## DESCRIPTION OF THE TASK
In the material below, how many lines contain the string "white"? Reply with the number only.

## PROVIDED DATA
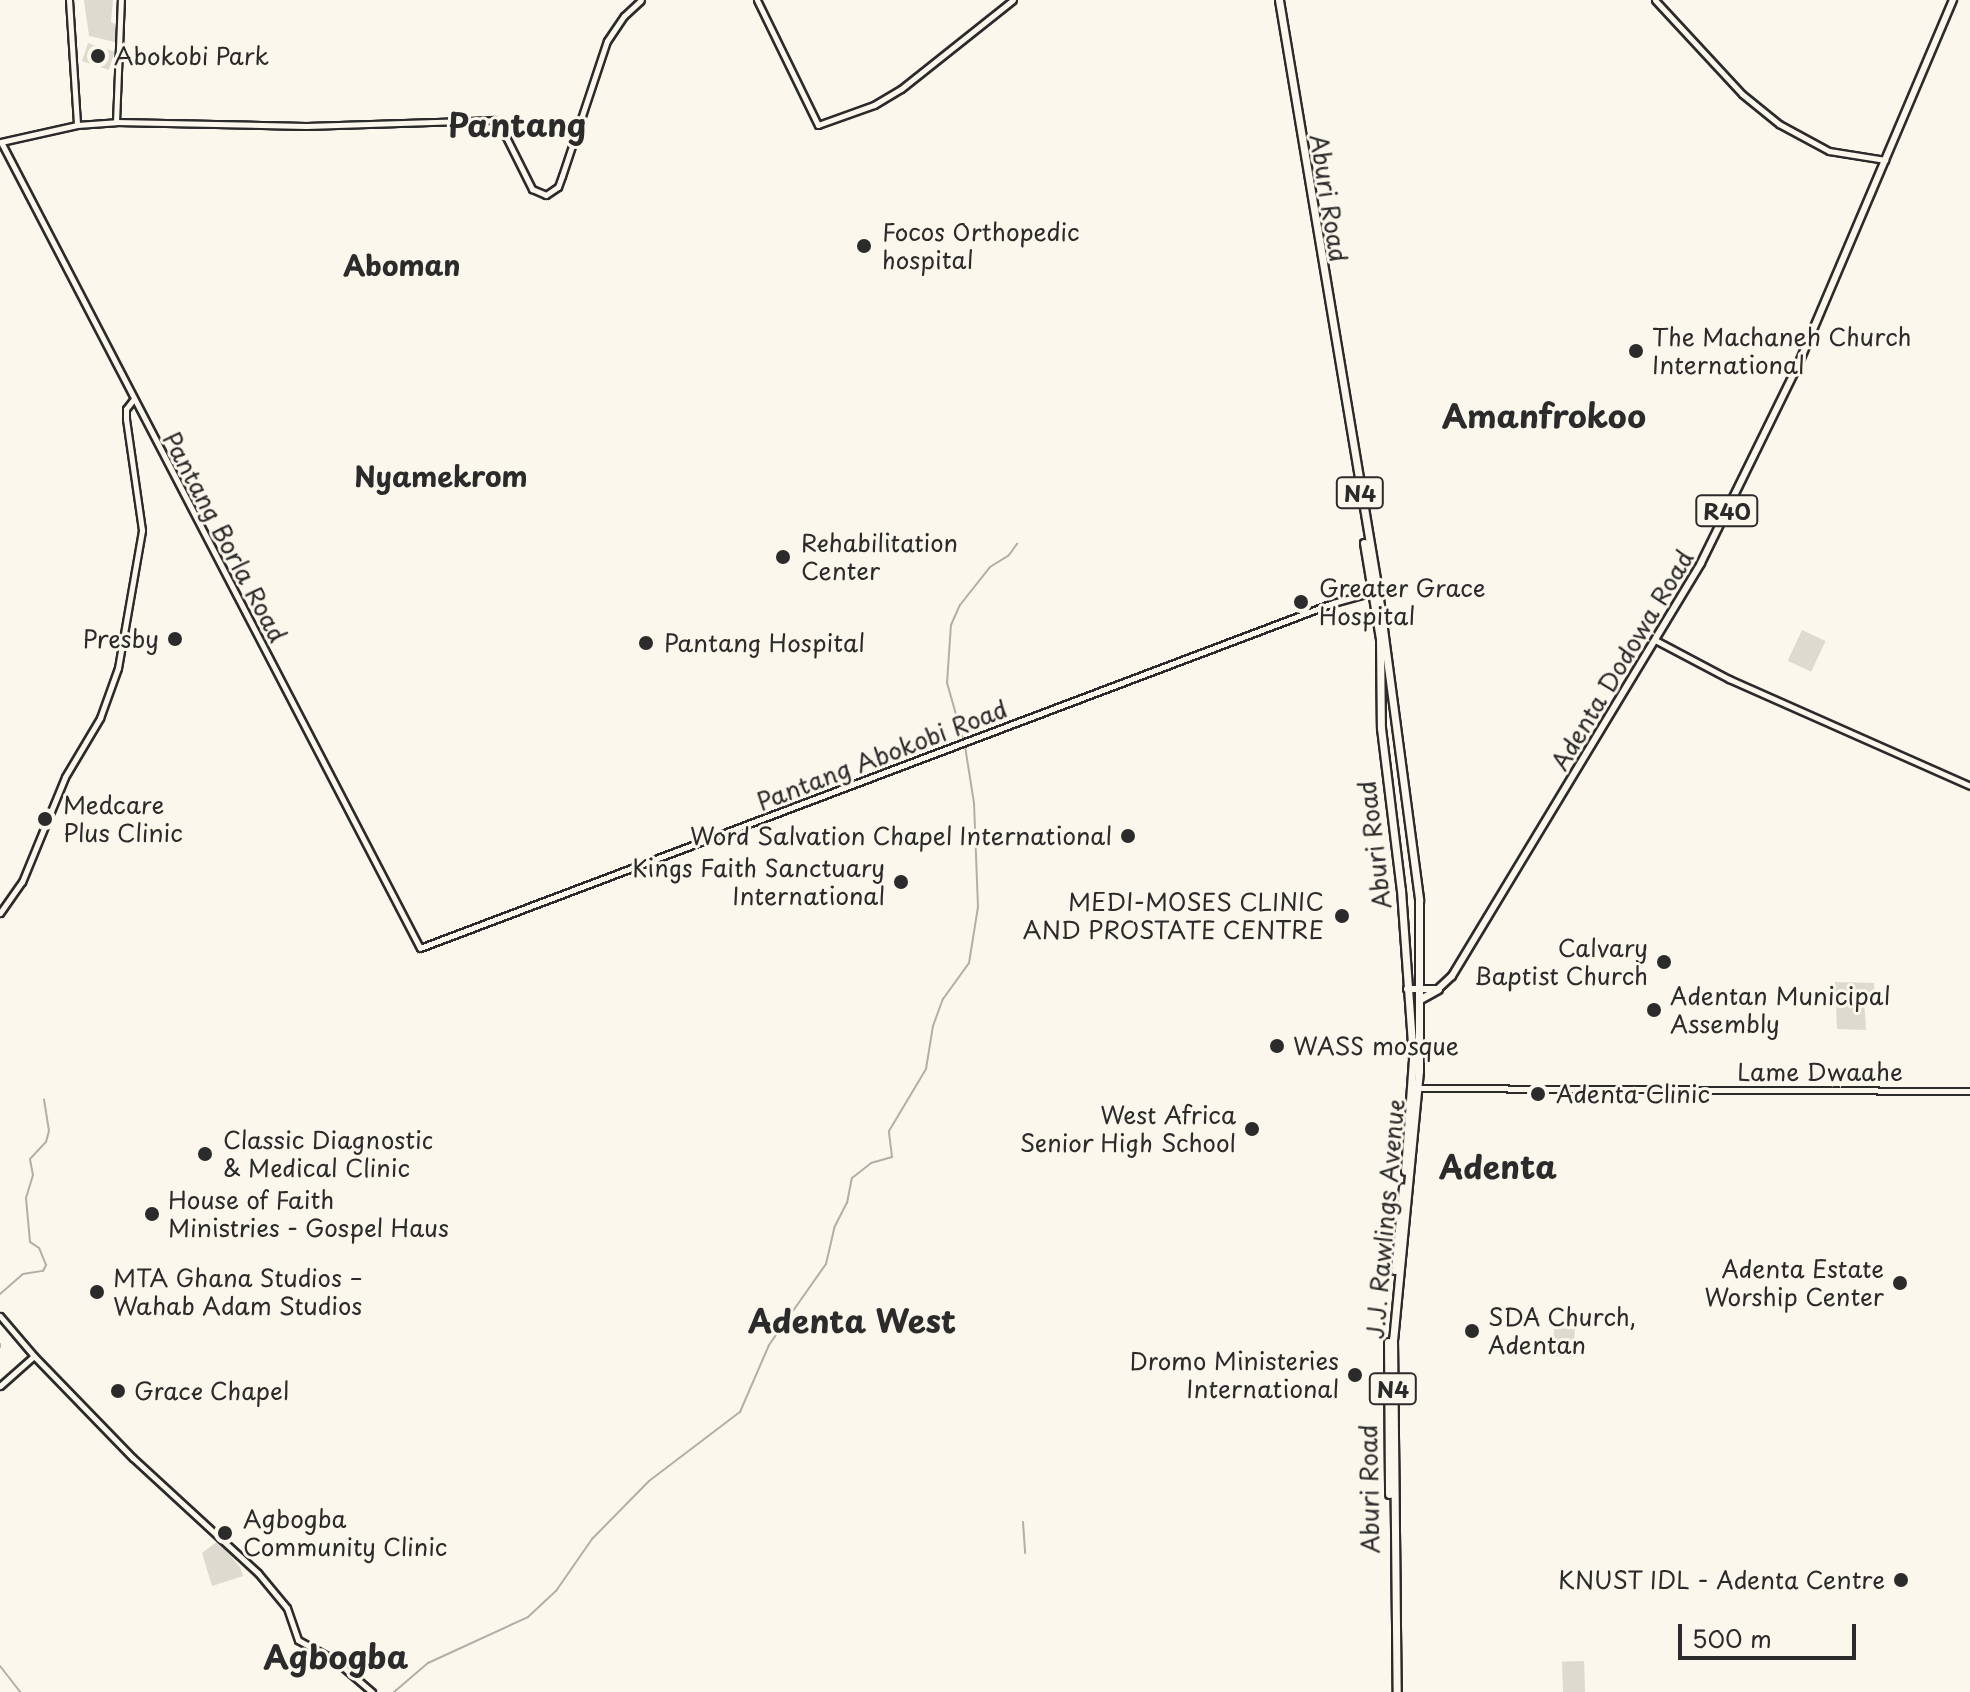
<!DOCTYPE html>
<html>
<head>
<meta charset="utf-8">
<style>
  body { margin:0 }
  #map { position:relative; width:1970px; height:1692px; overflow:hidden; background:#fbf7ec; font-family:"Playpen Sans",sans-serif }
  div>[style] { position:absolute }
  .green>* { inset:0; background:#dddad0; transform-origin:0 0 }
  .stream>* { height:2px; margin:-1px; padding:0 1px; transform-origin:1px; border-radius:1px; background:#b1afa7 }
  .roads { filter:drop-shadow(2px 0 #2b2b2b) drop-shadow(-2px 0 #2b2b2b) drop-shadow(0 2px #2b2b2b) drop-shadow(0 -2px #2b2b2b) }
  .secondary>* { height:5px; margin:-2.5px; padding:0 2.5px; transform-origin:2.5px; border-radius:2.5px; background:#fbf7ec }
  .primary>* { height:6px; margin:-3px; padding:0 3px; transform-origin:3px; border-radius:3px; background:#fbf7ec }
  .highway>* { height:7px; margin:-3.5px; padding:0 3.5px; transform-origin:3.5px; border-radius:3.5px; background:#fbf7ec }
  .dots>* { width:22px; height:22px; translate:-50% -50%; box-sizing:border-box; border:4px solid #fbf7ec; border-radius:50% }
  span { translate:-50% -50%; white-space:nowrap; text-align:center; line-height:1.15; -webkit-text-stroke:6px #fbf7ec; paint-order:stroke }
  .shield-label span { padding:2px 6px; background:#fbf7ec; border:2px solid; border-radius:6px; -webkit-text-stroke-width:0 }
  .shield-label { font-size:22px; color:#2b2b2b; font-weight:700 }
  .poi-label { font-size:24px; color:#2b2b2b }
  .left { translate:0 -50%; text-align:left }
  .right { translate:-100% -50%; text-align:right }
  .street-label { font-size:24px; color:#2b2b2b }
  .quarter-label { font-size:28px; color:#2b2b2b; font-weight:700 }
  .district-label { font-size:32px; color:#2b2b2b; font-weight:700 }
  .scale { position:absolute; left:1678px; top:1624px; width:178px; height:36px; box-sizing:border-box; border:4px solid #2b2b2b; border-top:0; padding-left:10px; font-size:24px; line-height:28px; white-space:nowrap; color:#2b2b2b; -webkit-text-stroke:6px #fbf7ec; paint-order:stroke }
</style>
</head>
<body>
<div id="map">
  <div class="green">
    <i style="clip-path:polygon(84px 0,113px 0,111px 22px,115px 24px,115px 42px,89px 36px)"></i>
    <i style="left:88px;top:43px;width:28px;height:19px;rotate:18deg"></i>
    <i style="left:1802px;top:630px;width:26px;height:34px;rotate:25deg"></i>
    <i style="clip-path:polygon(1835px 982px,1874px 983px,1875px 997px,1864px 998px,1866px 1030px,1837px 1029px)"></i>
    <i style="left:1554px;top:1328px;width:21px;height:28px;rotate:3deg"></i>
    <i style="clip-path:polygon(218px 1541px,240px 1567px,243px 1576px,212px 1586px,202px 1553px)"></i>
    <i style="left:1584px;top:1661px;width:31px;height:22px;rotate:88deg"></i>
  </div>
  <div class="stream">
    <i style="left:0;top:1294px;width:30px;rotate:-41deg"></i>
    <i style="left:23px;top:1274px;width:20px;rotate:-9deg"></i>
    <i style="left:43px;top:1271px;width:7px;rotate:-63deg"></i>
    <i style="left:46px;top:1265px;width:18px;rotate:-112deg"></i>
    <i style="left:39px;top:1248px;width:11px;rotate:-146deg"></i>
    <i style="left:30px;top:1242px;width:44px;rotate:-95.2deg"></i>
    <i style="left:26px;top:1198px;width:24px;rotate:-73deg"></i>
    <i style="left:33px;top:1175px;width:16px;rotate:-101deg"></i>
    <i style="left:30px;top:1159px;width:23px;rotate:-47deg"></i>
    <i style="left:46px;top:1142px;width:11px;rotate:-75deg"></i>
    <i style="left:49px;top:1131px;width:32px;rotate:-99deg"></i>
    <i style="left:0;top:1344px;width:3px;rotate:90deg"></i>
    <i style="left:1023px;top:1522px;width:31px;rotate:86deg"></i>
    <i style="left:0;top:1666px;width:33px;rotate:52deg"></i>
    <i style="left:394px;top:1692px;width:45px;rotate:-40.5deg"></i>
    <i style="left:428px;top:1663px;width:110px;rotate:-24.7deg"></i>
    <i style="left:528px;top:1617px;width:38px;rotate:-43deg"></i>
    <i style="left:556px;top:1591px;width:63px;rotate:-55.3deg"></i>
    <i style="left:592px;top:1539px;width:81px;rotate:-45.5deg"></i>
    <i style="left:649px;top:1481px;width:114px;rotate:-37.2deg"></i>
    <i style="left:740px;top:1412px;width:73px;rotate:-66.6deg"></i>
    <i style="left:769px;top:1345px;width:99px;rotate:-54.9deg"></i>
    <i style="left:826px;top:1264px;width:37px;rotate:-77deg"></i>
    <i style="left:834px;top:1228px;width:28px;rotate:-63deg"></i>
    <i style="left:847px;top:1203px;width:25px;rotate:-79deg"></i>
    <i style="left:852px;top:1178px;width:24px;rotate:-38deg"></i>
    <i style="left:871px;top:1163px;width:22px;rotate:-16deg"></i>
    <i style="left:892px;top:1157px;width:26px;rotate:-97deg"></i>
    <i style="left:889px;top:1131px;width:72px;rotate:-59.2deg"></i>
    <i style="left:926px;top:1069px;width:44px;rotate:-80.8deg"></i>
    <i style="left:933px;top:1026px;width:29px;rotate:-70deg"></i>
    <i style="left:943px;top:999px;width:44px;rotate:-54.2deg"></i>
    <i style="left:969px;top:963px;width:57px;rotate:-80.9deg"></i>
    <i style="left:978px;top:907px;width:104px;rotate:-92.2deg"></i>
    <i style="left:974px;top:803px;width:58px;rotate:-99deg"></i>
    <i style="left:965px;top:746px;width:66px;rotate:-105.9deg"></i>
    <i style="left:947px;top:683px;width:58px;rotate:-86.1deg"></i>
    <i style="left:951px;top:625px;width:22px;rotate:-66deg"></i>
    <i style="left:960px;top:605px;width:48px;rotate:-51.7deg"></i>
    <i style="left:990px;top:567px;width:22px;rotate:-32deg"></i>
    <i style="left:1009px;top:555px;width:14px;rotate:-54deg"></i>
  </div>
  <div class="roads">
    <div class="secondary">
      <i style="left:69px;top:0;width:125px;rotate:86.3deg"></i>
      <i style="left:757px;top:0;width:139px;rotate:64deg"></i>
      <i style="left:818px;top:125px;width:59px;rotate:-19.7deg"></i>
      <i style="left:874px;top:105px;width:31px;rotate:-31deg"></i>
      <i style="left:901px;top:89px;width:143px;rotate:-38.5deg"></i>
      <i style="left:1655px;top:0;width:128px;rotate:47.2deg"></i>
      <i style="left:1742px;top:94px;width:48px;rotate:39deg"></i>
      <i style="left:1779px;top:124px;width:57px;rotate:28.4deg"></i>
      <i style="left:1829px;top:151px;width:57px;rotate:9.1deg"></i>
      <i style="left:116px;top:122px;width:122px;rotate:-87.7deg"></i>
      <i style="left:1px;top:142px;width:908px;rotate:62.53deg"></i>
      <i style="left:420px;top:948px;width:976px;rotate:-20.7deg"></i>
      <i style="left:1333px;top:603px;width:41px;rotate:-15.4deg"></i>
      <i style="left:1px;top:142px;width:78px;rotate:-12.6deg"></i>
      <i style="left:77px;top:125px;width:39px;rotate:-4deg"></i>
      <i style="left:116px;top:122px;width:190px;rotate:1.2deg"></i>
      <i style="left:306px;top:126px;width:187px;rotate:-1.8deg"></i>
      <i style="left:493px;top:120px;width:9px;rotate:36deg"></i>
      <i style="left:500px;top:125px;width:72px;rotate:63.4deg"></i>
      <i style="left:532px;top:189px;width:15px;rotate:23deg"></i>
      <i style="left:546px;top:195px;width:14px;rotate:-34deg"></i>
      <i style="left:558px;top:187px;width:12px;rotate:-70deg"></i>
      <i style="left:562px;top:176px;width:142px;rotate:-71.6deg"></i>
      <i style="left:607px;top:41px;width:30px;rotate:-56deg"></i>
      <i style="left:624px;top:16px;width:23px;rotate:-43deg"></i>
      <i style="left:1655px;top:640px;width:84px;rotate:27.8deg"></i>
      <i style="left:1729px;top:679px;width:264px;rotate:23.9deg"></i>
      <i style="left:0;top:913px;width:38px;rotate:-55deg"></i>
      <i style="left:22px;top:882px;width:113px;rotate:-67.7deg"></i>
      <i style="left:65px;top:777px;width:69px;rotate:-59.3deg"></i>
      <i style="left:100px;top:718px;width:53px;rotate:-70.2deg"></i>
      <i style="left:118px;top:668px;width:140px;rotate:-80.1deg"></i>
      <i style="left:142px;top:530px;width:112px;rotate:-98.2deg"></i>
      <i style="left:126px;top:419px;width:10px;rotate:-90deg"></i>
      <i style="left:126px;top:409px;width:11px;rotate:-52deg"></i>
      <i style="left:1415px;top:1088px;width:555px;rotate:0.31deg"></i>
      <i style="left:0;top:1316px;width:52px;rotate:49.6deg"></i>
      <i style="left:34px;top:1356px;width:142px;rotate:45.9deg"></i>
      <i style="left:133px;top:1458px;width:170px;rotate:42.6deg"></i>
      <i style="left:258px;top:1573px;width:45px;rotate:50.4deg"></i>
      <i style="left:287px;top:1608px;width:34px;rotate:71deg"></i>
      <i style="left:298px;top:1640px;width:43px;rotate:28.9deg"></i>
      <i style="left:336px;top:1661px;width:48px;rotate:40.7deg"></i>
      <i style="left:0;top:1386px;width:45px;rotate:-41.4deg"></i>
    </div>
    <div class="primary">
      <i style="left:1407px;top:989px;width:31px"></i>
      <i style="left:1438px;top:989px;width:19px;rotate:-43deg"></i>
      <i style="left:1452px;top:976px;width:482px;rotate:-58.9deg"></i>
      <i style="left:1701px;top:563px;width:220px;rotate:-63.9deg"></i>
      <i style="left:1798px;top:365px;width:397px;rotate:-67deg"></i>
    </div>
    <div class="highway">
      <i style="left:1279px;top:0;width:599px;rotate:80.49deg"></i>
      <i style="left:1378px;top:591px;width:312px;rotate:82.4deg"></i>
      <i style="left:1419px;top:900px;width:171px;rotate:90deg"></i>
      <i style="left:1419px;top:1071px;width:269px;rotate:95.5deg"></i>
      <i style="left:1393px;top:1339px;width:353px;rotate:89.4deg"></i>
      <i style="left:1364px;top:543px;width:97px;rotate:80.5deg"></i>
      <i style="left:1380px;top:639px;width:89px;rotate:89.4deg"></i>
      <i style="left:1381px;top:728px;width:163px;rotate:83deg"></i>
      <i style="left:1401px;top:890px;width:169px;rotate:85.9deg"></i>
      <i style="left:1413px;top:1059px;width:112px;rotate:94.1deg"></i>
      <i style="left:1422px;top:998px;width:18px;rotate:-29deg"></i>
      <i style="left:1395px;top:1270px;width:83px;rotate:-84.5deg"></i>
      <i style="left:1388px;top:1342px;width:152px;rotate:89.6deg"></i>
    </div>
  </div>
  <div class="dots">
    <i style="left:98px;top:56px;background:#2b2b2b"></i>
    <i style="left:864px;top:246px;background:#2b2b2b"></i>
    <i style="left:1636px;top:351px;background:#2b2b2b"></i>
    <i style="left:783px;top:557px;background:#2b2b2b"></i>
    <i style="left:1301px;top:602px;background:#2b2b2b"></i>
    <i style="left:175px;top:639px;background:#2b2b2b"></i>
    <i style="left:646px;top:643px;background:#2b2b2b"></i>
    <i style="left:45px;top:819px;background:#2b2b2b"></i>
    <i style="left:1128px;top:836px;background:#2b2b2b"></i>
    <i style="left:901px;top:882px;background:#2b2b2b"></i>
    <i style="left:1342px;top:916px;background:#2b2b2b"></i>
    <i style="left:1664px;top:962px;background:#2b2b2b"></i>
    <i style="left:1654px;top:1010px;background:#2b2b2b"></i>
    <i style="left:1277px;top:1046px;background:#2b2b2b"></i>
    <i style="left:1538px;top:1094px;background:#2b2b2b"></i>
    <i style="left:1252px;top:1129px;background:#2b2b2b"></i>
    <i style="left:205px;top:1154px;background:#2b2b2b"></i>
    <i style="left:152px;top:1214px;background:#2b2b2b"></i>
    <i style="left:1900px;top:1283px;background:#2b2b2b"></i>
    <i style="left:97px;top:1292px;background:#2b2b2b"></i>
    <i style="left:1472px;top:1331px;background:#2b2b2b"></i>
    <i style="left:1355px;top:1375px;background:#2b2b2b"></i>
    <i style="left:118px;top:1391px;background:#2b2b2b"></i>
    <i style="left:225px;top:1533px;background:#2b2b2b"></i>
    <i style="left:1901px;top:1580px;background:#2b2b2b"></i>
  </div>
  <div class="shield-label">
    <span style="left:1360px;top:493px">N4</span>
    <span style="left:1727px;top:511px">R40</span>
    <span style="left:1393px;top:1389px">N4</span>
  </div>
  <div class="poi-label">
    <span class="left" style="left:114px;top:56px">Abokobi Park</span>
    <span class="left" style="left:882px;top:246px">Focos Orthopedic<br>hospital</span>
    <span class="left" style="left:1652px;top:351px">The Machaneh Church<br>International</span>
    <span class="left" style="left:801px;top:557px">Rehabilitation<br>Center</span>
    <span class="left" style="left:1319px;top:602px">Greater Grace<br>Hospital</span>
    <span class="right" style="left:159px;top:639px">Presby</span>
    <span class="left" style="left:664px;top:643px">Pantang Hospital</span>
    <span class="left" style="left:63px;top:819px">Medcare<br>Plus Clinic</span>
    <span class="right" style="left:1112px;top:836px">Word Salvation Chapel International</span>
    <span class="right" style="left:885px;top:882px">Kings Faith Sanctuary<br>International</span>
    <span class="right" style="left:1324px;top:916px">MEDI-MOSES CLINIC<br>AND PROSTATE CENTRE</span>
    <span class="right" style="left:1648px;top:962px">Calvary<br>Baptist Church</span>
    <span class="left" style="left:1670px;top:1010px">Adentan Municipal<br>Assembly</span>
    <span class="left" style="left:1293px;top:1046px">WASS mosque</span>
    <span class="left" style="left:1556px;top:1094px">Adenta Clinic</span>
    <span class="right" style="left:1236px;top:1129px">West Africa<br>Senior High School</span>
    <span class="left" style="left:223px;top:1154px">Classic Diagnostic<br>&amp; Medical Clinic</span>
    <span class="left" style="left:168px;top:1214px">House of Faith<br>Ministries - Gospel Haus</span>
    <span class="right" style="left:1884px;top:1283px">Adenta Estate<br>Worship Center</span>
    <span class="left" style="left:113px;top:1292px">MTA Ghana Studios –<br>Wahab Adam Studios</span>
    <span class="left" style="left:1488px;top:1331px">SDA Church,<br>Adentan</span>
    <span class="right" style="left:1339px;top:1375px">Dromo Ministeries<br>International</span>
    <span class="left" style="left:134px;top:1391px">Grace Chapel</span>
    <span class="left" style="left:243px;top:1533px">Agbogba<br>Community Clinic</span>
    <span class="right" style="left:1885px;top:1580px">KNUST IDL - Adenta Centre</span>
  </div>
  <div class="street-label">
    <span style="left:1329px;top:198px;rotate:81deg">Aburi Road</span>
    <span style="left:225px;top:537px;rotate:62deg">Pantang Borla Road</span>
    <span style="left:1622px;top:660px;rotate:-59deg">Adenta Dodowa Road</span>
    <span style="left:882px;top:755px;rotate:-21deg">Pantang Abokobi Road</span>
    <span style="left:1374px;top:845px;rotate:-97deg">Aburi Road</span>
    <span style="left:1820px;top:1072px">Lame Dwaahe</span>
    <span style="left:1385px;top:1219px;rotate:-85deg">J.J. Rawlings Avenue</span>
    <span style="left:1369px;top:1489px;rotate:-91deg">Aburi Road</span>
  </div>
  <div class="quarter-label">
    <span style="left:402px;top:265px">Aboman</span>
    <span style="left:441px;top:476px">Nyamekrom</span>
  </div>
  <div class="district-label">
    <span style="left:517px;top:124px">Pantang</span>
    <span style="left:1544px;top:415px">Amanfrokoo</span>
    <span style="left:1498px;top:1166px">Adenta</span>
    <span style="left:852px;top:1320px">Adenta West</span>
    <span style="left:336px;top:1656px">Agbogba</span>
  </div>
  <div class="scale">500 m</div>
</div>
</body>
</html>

## OUTPUT
2